Ideas on efficiency standards for electronics are…say interesting. I haven’t seen enough on the topic to really comment. But one area that does seem to be open to improvement is light bulbs. With CFLs and LEDs affordable and emitting equal or more light, the old incandescent light is comparatively inefficient and costly. For a greater down price, in the long run you’ll save money, and all it takes to achieve this change-over is government leadership. There is no extra cost to anyone to achieve this change. And of course, we can expect the cost of these sorts of lights to decrease as manufacturing increases.

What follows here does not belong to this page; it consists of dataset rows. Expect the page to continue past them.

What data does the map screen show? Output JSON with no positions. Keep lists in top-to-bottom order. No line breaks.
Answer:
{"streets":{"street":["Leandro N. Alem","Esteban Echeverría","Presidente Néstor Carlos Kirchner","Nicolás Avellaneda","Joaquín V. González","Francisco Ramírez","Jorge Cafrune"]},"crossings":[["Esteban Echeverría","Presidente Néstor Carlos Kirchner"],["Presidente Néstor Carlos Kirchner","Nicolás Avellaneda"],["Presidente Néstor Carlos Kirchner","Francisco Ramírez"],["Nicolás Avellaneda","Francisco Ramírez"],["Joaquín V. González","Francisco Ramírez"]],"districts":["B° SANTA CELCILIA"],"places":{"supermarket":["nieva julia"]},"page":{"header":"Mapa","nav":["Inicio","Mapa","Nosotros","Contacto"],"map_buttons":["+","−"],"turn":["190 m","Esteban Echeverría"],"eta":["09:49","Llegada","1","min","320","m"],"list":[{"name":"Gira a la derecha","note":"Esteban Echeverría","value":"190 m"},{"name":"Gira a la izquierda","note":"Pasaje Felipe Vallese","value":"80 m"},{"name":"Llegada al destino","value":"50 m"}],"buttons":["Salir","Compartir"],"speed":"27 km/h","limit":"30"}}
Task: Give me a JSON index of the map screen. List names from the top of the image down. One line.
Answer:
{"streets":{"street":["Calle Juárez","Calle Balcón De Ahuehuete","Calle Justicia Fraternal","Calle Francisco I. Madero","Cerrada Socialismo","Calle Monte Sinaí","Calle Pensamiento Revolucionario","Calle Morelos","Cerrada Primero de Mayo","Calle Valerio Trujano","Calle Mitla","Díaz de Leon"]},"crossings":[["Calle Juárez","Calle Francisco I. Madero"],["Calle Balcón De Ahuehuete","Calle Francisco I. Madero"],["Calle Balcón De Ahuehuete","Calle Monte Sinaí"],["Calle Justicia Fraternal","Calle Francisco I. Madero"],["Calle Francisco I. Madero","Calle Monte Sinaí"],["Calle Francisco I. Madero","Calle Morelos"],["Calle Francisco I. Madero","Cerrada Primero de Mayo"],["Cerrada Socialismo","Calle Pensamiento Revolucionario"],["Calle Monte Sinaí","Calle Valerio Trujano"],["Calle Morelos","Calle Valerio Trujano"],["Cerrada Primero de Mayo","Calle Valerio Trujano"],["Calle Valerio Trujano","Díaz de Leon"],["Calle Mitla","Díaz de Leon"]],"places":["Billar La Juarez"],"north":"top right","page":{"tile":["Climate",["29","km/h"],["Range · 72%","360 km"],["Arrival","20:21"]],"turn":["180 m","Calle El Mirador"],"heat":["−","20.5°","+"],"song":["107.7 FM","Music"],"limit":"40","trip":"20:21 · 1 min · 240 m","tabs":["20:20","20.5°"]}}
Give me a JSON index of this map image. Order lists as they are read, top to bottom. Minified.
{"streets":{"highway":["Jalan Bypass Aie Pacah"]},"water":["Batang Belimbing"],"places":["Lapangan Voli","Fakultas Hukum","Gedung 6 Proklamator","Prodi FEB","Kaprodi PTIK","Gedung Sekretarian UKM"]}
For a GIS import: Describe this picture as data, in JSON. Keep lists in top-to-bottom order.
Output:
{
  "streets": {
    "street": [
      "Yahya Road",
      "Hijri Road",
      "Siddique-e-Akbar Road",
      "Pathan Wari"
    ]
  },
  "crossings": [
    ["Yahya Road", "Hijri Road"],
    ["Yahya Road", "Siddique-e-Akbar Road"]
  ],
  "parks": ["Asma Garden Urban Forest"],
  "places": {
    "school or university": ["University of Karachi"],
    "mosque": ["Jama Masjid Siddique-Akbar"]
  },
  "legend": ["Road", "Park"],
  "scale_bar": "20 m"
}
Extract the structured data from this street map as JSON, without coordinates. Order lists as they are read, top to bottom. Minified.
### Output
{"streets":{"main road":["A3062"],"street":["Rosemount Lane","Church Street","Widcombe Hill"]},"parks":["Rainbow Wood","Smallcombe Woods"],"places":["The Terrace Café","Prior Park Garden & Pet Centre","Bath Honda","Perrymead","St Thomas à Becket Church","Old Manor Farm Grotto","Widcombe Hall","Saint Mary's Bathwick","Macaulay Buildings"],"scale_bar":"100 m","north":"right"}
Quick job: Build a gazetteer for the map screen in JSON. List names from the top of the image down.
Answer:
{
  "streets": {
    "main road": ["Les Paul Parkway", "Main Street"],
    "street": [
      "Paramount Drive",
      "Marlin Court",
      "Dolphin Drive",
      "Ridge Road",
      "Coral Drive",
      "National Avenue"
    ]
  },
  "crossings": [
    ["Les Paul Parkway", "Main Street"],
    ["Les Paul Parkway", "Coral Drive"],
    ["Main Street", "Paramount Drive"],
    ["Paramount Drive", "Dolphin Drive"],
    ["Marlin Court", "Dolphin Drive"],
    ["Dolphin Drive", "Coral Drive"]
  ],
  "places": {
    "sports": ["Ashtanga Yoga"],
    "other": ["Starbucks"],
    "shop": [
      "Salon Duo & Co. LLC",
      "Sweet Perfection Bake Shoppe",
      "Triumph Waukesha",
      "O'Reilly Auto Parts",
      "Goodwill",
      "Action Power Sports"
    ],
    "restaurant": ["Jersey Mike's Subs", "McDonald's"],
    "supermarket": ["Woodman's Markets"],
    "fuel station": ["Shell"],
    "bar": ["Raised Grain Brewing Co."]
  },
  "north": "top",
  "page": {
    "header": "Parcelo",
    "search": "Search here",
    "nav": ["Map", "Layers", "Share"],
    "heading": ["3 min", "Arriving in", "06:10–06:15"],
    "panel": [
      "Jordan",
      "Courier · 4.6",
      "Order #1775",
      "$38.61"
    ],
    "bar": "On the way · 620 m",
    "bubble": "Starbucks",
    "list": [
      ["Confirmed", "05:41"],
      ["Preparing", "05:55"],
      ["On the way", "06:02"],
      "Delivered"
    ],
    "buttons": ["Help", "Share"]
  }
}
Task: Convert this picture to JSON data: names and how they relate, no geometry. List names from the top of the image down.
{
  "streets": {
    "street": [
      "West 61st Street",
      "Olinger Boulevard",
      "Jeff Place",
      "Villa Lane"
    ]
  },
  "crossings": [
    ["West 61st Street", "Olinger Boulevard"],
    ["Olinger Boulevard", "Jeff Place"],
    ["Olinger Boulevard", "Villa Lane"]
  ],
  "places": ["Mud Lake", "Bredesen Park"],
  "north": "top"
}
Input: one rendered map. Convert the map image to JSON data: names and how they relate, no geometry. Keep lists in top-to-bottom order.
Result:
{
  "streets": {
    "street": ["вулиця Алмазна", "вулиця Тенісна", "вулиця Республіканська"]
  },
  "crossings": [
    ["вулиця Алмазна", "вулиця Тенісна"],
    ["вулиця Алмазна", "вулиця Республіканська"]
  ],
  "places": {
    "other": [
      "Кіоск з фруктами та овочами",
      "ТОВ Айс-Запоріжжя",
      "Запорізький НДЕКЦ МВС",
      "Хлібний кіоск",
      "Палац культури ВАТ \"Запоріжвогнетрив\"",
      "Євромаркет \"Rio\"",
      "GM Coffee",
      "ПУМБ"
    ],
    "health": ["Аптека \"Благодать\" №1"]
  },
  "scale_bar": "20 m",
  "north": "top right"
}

Even if it doesn’t matter what our level of CO2 emissions may be, cutting costs and gaining future savings is good. Leadership of this sort should be applauded.

It might be noted that the plans to update our power grid and to phase out incandescent light are both currently underway. It is unclear, but it seems that perhaps the time-to-construction of nuclear power plants has also been significantly reduced. Hybrid vehicles are on their way and will continue to become the mainstream, especially if fuel prices continue to increase.

Regardless of whether you think global warming should be fought, the technology to fight it is newer and more efficient and will almost certainly be changed to for precisely those reasons. A desire to pull out of the Middle East, militarily and economically, is not something that anyone has any issue with and will also, likely, occur on its own.

Obstructing all this is counterproductive to everything. The only item on the list of suggestions that I have issue with is #2, and even that is because I find centralized, massive air scrubbers to be more worthwhile, and even desirable.

Like everything, any suggestion for a thing should be considered on its own merits. If you have no actual objection to any of the methods proposed to accomplish a purpose, whether that purpose is worthwhile or not is entirely besides the point. Attempting to shoot down legislation based on party politics without actually examining what is being suggested is short sighted and counterproductive.


4 Responses to “About Climate Change – Part 4”

  1. uncommonscolds said

    Thoughtful post. I agree with most of what you say, but I have trouble with this line: “Personally, I think that we should be able to control the weather on Earth.” Why “should” we? I don’t understand the reasoning behind this.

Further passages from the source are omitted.